– Ба! – с недовольством произнесла она. – По-моему, вы все сошли с ума! Если хотите, я принесу топоры и ломы, но с меня довольно.
– Мы должны проникнуть в этот ход с другого конца, вот и все! – огрызнулся фон Арнхайм. – Ключ у вас есть. Факел! Факел, брошенный человеком, которого Гофман видел на зубчатой стене! Он, наверное, где-то там. Или в комнатах охранника. Вероятнее последнее.
– Погодите! – вмешался я.
Сгорая от волнения, я рассказал историю, которую услышал от Данстена. Из осторожности я не упомянул имя человека, ее рассказавшего, но красочно описал таинственного человека, тащившего «узел» при лунном свете. Фон Арнхайм едва не заплясал от радости.

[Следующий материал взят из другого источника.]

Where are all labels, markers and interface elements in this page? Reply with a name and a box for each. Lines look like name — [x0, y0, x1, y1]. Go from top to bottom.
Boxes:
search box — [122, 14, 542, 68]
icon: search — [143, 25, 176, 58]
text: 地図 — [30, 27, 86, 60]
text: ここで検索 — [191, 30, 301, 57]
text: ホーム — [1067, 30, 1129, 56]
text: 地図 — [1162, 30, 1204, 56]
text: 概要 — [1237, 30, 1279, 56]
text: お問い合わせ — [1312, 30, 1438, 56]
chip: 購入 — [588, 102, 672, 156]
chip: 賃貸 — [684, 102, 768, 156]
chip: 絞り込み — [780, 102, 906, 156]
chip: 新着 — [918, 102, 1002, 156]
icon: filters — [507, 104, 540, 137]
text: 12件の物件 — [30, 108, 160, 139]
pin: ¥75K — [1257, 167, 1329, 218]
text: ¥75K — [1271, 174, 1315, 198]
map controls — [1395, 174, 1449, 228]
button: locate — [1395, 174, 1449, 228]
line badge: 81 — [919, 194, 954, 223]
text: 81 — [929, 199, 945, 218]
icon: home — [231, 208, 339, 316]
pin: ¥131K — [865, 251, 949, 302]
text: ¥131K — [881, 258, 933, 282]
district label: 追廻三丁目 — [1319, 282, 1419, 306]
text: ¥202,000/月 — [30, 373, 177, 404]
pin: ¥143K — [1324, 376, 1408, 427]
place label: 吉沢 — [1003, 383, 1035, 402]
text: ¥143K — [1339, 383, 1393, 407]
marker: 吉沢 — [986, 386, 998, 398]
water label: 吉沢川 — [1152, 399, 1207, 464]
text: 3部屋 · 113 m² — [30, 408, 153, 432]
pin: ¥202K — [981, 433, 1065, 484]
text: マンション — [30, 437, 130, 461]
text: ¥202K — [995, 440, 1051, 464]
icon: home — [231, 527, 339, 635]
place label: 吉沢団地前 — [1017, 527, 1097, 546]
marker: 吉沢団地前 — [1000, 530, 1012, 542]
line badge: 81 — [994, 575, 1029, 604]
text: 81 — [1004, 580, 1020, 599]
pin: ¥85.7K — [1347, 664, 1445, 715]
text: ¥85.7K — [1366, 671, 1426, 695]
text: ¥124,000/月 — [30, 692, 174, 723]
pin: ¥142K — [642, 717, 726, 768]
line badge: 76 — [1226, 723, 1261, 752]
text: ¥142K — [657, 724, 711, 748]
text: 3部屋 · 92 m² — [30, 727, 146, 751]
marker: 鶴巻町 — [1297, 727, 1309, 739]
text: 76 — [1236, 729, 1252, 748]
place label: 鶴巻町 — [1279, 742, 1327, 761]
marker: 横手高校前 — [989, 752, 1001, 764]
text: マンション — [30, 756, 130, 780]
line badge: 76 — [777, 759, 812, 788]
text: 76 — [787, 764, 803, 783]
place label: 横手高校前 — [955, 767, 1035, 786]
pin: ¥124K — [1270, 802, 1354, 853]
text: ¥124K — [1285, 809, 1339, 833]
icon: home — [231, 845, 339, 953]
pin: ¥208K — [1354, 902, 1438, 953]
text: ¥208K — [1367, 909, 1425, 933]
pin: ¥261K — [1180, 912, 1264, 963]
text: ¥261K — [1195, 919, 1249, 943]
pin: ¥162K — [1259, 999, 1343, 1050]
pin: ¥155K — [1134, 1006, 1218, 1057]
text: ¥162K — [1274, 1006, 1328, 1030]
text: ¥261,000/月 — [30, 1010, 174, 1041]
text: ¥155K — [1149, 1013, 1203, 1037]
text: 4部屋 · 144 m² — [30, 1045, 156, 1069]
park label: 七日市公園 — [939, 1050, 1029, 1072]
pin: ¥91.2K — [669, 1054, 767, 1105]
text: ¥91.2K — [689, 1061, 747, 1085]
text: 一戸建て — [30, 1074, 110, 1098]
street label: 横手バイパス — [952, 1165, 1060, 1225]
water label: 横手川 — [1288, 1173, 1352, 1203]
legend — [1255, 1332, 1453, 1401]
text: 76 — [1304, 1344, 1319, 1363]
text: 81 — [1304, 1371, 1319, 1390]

– Вот оно! – Он потирал руки. – Я расспросил женщину, вы, наверное, слышали об этом. Но она ничего не рассказала о человеке из подземелья. Ах да! Все совпадает! Конец этого перехода находится на другом берегу реки. Оттуда в замок ведет другой переход. Вряд ли можно было прорыть один тоннель под рекой и под холмом: под тяжестью холма обрушилась бы крыша тоннеля. А теперь… на другой берег!
– Эй! – запротестовала герцогиня, замахав тростью и глянув на нас из-под покосившихся на носу очков. – Будь все проклято, дайте мне сказать! Что за шутки? Кто это видел? Кто был на том берегу реки? Вы, детективы, только нервируете меня! Вы…
Мы, как могли, наперебой успокаивали ее. Она шумела, бушевала, замахивалась на меня тростью, крича, что я молодой прохвост, которого следует отшлепать, а уголовные типы, прервавшие прекрасную игру в покер ради поисков каких-то мифических, проклятых потайных ходов в проклятой стене, просто спятили!
Фон Арнхайм убеждал нас немедленно поехать с ним на другой берег. Банколен по неведомой мне причине отказался. Но фон Арнхайма это не смутило – он пребывал в отличном настроении. Он уверился, что близок к разгадке, какой бы она ни была. Встреча закончилась. Немец схватил свою шляпу, а Агата Элисон удалилась к себе – как она сказала, ломать стулья. Мы с Банколеном спустились на веранду. Жаркое дневное солнце освещало полноводный Рейн. Мы уселись в плетеные кресла.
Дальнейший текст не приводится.